---------- Data provided
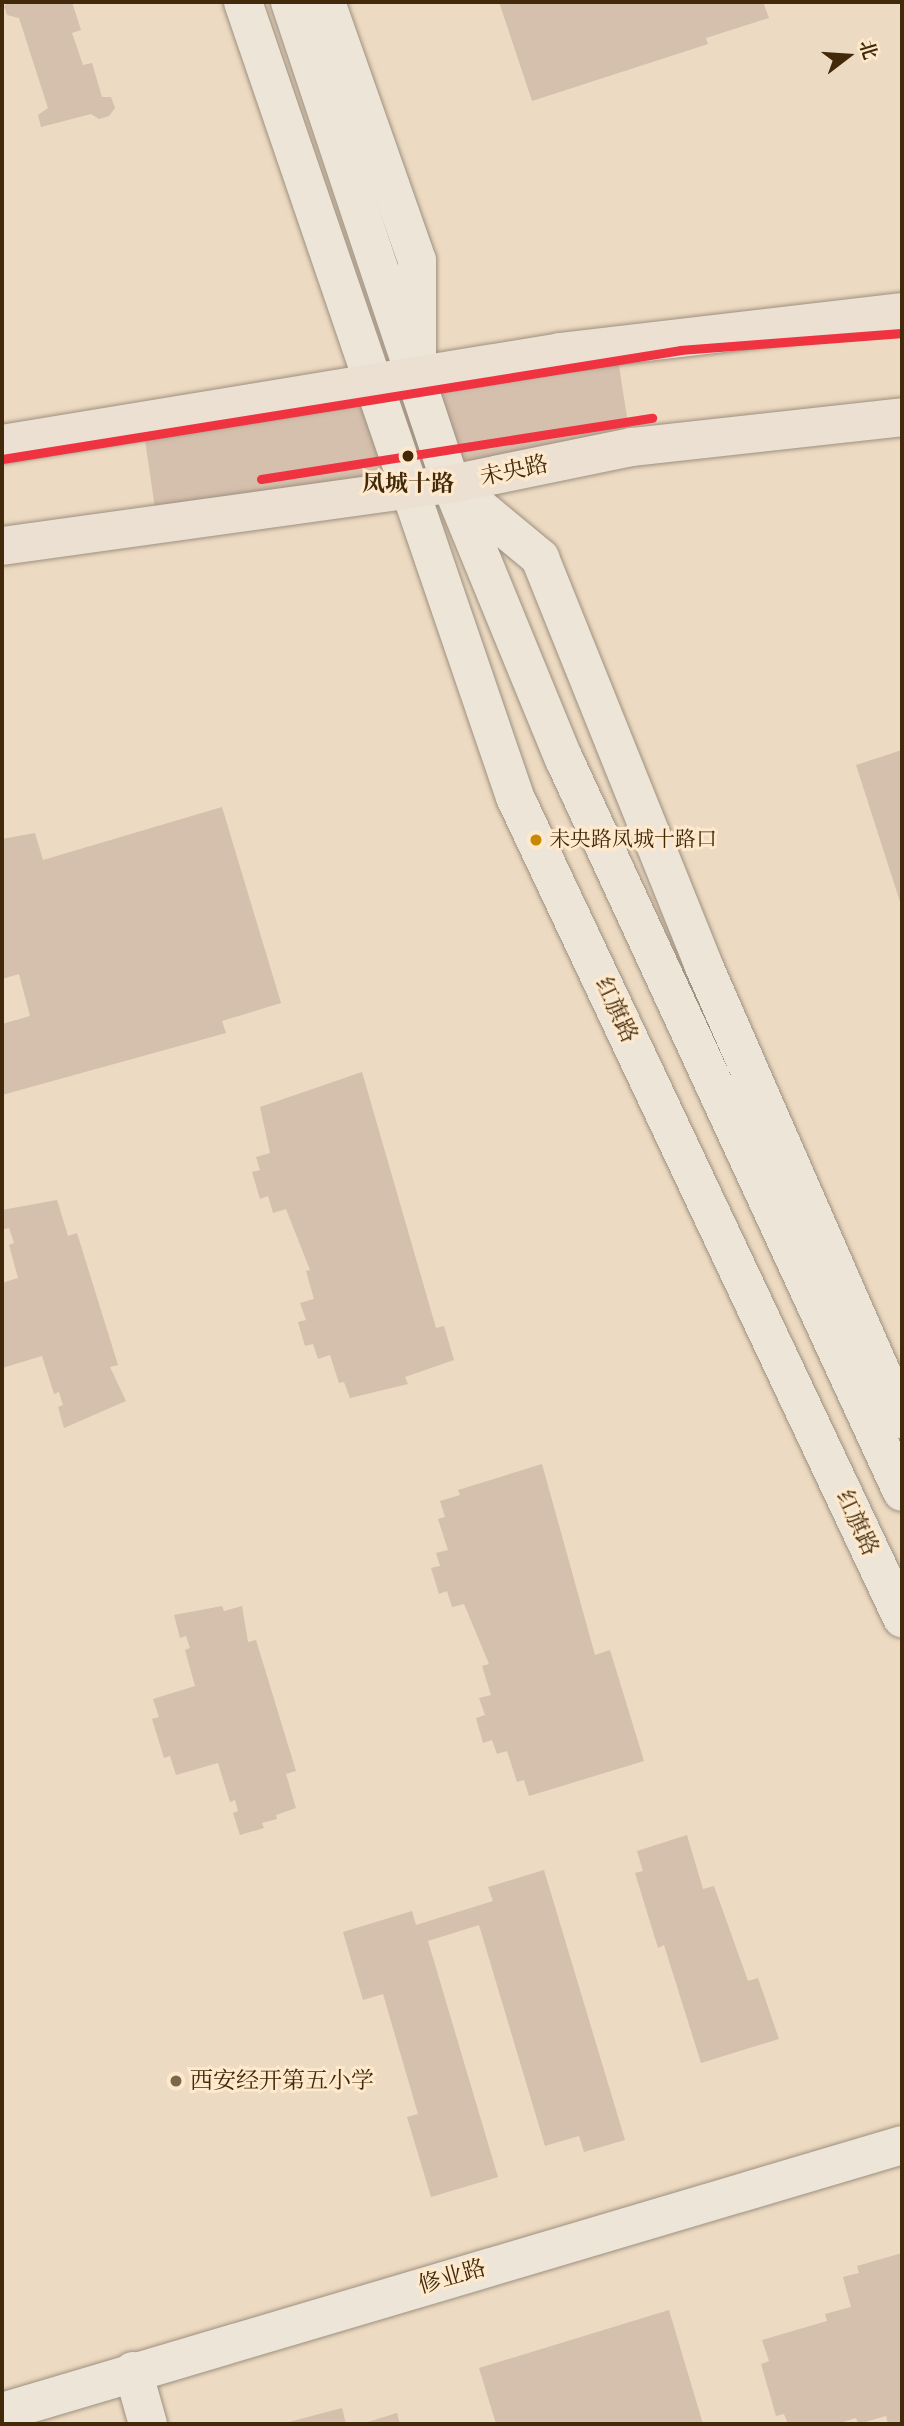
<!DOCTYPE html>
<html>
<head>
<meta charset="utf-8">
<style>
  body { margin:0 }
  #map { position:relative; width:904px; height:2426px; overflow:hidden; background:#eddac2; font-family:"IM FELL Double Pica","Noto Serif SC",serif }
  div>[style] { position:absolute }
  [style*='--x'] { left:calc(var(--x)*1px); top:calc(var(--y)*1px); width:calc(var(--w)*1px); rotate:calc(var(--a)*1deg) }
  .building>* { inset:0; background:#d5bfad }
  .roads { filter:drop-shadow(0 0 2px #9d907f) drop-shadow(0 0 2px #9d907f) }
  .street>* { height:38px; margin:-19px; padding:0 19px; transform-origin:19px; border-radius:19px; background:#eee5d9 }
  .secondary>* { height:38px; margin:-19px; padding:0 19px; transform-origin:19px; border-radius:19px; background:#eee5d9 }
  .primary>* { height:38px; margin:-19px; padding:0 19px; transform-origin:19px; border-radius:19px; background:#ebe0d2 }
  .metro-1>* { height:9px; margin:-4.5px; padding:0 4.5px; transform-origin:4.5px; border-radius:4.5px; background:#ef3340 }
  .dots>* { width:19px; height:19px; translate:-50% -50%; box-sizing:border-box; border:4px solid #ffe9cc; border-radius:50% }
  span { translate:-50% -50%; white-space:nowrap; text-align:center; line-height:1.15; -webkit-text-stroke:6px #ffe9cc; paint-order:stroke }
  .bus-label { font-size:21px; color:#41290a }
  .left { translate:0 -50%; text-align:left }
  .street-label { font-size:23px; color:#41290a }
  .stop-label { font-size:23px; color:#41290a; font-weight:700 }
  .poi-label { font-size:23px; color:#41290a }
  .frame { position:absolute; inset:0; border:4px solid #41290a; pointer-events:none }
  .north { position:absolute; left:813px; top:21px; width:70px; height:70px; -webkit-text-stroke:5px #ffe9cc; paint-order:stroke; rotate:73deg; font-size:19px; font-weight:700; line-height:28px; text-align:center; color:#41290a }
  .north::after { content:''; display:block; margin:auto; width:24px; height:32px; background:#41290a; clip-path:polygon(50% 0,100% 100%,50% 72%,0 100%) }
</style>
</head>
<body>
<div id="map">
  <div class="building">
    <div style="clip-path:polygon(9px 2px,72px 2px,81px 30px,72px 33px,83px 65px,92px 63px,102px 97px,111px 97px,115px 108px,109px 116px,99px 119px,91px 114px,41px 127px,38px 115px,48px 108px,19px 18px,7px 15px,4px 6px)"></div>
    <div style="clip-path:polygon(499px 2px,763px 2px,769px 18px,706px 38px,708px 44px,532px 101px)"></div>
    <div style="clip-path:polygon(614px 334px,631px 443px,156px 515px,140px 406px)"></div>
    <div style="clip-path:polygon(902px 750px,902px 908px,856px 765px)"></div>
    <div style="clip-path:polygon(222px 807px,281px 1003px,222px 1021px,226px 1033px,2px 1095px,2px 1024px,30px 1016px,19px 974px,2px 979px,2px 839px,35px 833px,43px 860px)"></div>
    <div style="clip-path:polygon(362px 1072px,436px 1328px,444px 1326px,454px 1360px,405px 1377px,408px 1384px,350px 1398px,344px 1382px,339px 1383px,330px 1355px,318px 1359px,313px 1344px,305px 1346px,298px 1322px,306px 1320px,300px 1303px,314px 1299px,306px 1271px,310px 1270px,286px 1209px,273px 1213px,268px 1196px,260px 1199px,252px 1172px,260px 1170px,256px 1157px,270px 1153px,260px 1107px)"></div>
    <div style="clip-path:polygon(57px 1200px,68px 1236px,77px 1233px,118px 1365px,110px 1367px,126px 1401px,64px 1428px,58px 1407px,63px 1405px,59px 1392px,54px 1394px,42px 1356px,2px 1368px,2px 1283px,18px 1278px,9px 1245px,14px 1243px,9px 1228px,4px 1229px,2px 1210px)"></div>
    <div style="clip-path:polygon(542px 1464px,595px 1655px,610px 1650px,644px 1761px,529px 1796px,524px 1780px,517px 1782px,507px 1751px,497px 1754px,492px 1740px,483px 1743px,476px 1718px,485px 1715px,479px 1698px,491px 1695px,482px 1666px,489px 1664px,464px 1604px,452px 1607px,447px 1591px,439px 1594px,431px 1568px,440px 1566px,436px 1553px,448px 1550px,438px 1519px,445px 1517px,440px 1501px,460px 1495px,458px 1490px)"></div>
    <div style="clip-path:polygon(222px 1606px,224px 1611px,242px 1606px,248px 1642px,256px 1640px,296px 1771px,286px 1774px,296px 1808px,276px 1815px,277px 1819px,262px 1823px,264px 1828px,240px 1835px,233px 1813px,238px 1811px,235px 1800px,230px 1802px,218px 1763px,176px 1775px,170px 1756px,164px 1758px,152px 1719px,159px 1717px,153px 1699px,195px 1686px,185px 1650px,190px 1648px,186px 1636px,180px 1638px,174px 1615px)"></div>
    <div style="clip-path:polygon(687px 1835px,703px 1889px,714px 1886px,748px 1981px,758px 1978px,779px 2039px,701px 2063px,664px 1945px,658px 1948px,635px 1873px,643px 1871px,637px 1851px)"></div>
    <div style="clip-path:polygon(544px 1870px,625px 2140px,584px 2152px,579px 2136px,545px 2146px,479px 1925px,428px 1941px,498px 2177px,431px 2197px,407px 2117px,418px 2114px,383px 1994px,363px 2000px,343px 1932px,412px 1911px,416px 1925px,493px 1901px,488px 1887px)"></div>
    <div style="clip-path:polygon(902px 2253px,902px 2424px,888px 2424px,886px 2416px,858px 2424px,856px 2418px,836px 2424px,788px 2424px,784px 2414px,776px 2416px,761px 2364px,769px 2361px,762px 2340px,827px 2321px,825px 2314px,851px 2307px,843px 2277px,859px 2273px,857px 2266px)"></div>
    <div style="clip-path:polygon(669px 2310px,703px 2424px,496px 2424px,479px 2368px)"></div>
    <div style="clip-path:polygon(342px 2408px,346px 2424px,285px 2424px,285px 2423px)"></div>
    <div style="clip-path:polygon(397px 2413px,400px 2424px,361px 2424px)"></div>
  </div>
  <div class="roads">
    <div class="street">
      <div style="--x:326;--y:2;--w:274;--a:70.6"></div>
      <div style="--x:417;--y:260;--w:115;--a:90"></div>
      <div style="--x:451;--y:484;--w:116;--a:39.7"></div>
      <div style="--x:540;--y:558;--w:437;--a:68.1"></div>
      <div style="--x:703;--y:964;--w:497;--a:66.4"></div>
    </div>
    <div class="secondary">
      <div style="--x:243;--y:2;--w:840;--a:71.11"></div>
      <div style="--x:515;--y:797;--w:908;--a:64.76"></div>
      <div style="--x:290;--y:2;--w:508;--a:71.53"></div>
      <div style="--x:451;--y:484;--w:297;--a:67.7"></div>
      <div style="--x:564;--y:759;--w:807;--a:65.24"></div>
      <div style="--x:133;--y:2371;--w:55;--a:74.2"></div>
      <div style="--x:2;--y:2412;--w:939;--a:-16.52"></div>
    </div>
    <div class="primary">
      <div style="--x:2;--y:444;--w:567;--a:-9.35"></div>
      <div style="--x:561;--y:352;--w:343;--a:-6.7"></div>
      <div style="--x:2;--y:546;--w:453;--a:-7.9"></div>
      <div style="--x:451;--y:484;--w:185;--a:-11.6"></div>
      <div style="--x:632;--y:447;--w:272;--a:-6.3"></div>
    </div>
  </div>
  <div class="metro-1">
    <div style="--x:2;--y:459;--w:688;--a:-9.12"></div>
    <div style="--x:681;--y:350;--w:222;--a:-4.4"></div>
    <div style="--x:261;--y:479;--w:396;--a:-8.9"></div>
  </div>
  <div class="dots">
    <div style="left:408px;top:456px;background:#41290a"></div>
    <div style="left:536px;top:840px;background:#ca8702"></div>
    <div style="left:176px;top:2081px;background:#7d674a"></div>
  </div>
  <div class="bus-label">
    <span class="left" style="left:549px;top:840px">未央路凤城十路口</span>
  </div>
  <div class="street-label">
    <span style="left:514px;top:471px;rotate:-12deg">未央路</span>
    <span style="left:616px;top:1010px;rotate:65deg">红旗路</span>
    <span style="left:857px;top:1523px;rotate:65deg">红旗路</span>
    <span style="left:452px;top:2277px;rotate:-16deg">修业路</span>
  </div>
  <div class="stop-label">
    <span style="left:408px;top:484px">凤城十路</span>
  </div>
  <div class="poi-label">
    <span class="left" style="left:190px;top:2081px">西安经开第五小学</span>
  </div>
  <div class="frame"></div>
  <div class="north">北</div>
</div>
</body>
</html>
--------------------
• [Problem description]:
Which lines above include "margin"? Show each of them by copying it.

• [Exercise result]:
  body { margin:0 }
  .street>* { height:38px; margin:-19px; padding:0 19px; transform-origin:19px; border-radius:19px; background:#eee5d9 }
  .secondary>* { height:38px; margin:-19px; padding:0 19px; transform-origin:19px; border-radius:19px; background:#eee5d9 }
  .primary>* { height:38px; margin:-19px; padding:0 19px; transform-origin:19px; border-radius:19px; background:#ebe0d2 }
  .metro-1>* { height:9px; margin:-4.5px; padding:0 4.5px; transform-origin:4.5px; border-radius:4.5px; background:#ef3340 }
  .north::after { content:''; display:block; margin:auto; width:24px; height:32px; background:#41290a; clip-path:polygon(50% 0,100% 100%,50% 72%,0 100%) }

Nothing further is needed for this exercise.